Cette froideur du sang, c’est le véritable génie de Fouché. Son corps ne l’entrave ni ne l’entraîne : c’est comme s’il n’existait pas, au milieu de ces téméraires jeux de l’esprit. Le sang, les sens, l’âme, ces éléments troubles de sensibilité, qui existent chez tout homme normal, n’ont réellement aucun rôle chez ce mystérieux joueur, dont toute la passion est refoulée dans le cerveau. L’aventure est le vice de ce sec bureaucrate, et sa passion est l’intrigue. Mais il ne peut l’épuiser et en jouir que par l’esprit. Et rien ne dissimule mieux et plus adroitement la formidable joie qu’il prend à l’imbroglio et aux cabales secrètes que l’attitude banale de l’honnête fonctionnaire, fidèle à ses devoirs, dont il portera le masque toute sa vie. Du fond d’un bureau ourdir sa trame, retranché derrière des papiers et des registres, frapper mortellement, sans qu’on s’en aperçoive ni s’y attende, telle est sa tactique. Il faut profondément sonder l’histoire pour remarquer, dans le feu de la Révolution et dans la lumière légendaire de Napoléon, la simple présence de cet homme, d’apparence modeste, mais qui, en réalité, met la main à tout et dirige l’époque. Pendant toute sa vie il restera dans l’ombre – mais il enjambera les corps de trois générations ; Patrocle est depuis longtemps tombé, et Hector, et Achille, qu’Ulysse vit encore, Ulysse fécond en artifices. Son talent triomphe du génie, son sang-froid l’emporte sur toutes les passions.

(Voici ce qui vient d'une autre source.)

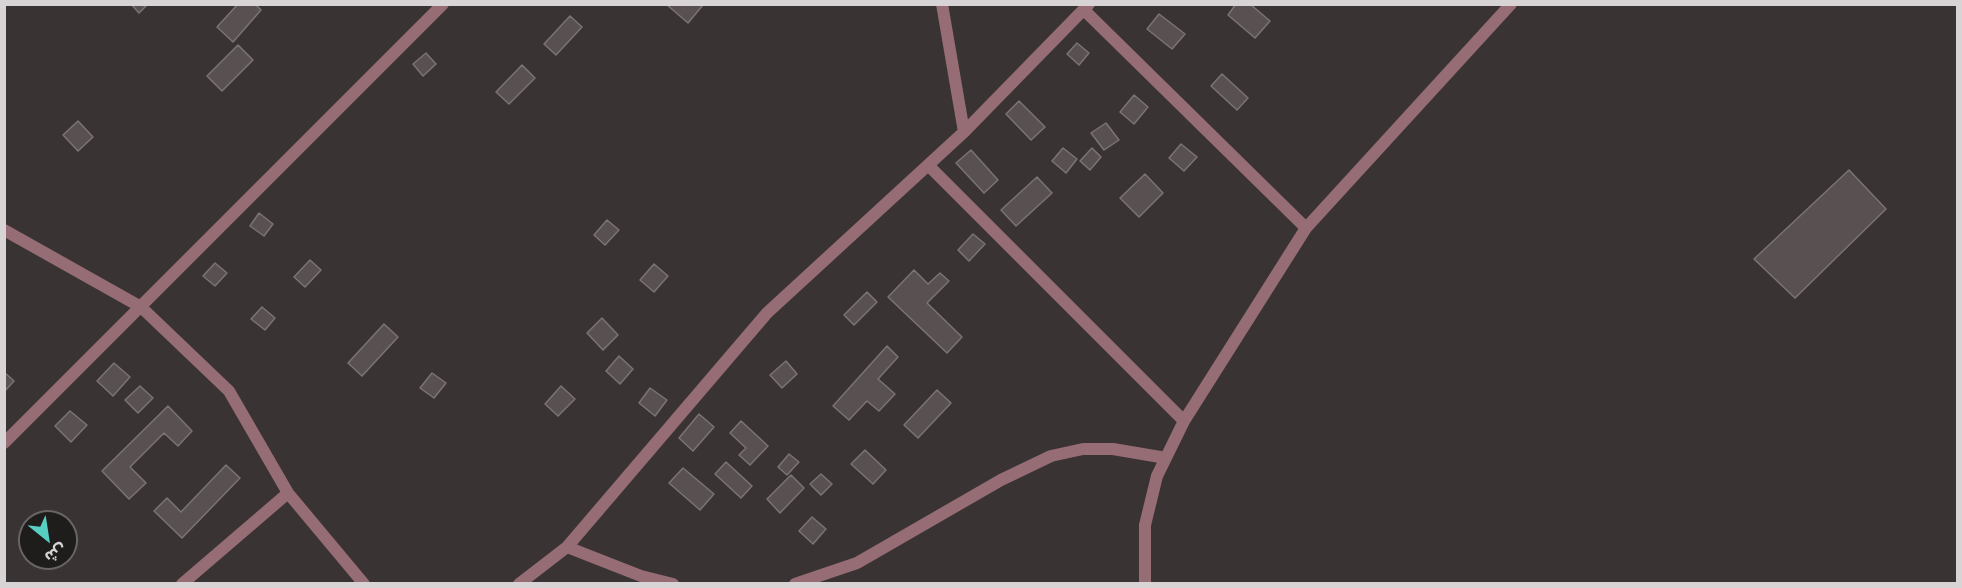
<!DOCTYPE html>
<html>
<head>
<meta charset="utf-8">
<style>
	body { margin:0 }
	#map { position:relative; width:1962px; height:588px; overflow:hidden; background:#3a3334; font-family:"Playfair Display","Noto Sans Arabic",serif }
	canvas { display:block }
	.frame { position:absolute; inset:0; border:6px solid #d8d3d4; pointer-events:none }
	.north { position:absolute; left:18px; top:510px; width:60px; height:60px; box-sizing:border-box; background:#1f1c1c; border:2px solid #696566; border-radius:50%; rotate:150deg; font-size:16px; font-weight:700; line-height:24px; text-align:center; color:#d8d3d4 }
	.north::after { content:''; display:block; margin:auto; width:21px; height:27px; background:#57cec2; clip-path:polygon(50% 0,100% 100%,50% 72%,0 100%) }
</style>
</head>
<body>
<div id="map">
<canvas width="1962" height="588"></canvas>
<div class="frame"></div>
<div class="north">ش</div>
</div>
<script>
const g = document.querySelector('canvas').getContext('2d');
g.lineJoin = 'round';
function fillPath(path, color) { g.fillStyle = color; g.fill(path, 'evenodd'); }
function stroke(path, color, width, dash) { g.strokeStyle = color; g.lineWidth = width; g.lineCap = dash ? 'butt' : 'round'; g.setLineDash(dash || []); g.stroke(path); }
const building = new Path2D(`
	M131,4H148L139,13Z
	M238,4H255L261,10L233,42L217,27Z
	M666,4H702L703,5L688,23Z
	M1236,4H1250L1270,21L1255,38L1228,15Z
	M1159,14L1185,34L1172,49L1147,29Z
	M570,16L582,27L556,55L544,44Z
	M1077,43L1089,53L1079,65L1067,54Z
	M238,45L253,60L222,91L207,76Z
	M426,53L436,64L423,76L413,64Z
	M522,65L535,78L509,104L496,92Z
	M1222,74L1248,98L1237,110L1211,86Z
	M1134,95L1148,107L1134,124L1120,112Z
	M1019,101L1045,127L1031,140L1006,114Z
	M78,121L93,137L78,151L63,135Z
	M1106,123L1119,140L1104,150L1091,133Z
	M1181,144L1197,157L1184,171L1169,158Z
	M1063,148L1077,159L1066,173L1052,161Z
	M1092,148L1101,157L1090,170L1080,161Z
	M971,150L998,180L984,193L956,163Z
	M1849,170L1886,209L1795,298L1754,259Z
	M1145,174L1163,193L1139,217L1120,198Z
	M1037,177L1052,193L1016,226L1001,210Z
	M259,213L273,224L264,236L250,226Z
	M607,220L619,230L605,245L594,235Z
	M973,234L985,244L969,261L958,250Z
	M310,260L321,270L305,287L294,277Z
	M215,263L227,273L215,286L203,276Z
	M654,264L668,276L654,292L640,280Z
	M914,270L928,284L940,273L949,281L927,303L962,337L947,353L888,297Z
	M867,292L877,302L854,325L844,315Z
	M262,307L275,318L265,330L251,319Z
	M602,318L618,335L603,350L587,333Z
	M384,324L398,337L362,376L348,363Z
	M887,346L898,357L878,379L895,394L879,411L867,401L849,420L833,406Z
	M619,356L633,369L620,384L606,371Z
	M786,361L797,374L782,388L770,375Z
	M114,363L130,377L113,396L97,381Z
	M4,372L14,381L4,392Z
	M432,373L446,383L434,398L420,388Z
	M140,386L153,398L138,413L125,400Z
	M561,386L575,399L558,416L545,404Z
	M650,388L667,400L655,416L639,403Z
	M937,390L951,403L918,438L904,425Z
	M168,406L192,431L178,446L164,433L130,467L146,483L129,499L102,471Z
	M70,411L87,425L71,442L55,426Z
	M699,414L714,427L693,451L679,438Z
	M741,421L768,446L750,465L739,455L746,448L730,433Z
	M865,450L886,470L873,484L851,464Z
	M789,454L799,462L787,475L778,467Z
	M726,462L752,486L741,498L715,474Z
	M226,465L240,478L182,538L154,511L167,498L181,512Z
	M683,468L714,494L700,510L669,483Z
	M821,474L832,484L821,495L810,484Z
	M791,475L804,488L780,513L767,499Z
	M812,517L826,529L813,544L799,531Z`);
fillPath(building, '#585051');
stroke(building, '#7b7475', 1.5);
stroke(new Path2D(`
	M942,4L964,132
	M1084,10L1306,228
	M928,165L1184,421
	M4,230L141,307L229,391L288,493L364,584
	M4,443L443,4
	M567,547L641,576L673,584
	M182,584L288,493
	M519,584L567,547L767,313L964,132L1089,4
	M795,584L857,563L1001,480L1051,456L1083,449H1113L1166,458
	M1145,584V525L1157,476L1184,421L1306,228L1511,4`), '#976d75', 12);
</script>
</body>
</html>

Le 21 septembre, au matin, la Convention, nouvellement élue, fait son entrée dans la salle des séances. La cérémonie de l’installation n’est plus aussi solennelle, aussi pompeuse que celle de l’Assemblée constituante, il y a trois ans. Alors il y avait encore, au milieu, un précieux fauteuil de damas, brodé de lis blancs, la place du roi. Et, lorsque celui-ci était entré, l’Assemblée, respectueusement levée, avait acclamé l’oint du Seigneur. Mais à présent ses forteresses, la Bastille, et les Tuileries, sont sans force ; il n’y a plus de roi en France ; seul un gros monsieur, appelé Louis Capet par les gardiens grossiers de sa prison et par ses juges, s’ennuie à l’intérieur du Temple, – simple citoyen sans aucune puissance et qui attend d’être mis en jugement. À sa place les sept cent cinquante représentants du peuple gouvernent et ils se sont établis dans sa propre demeure. Derrière le bureau du président s’élèvent, en lettres gigantesques, les tables de la loi nouvelle – le texte de la Constitution ; et les murs de la salle sont ornés (redoutable symbole !) du faisceau des licteurs et de la hache meurtrière.
Dans les galeries le peuple se rassemble ; il contemple avec curiosité ses représentants. Sept cent cinquante Conventionnels entrent lentement dans la demeure royale, mélange singulier de tous les états et de toutes les professions : avocats sans cause à côté de philosophes illustres, prêtres défroqués à côté de militaires de valeur, aventuriers ratés à côté de mathématiciens célèbres et de poètes galants ; comme dans un verre violemment agité le dessous a été mis dessus par la Révolution française. Cependant le temps est venu de clarifier cette situation anarchique.
La disposition des sièges indique déjà un premier essai d’ordre.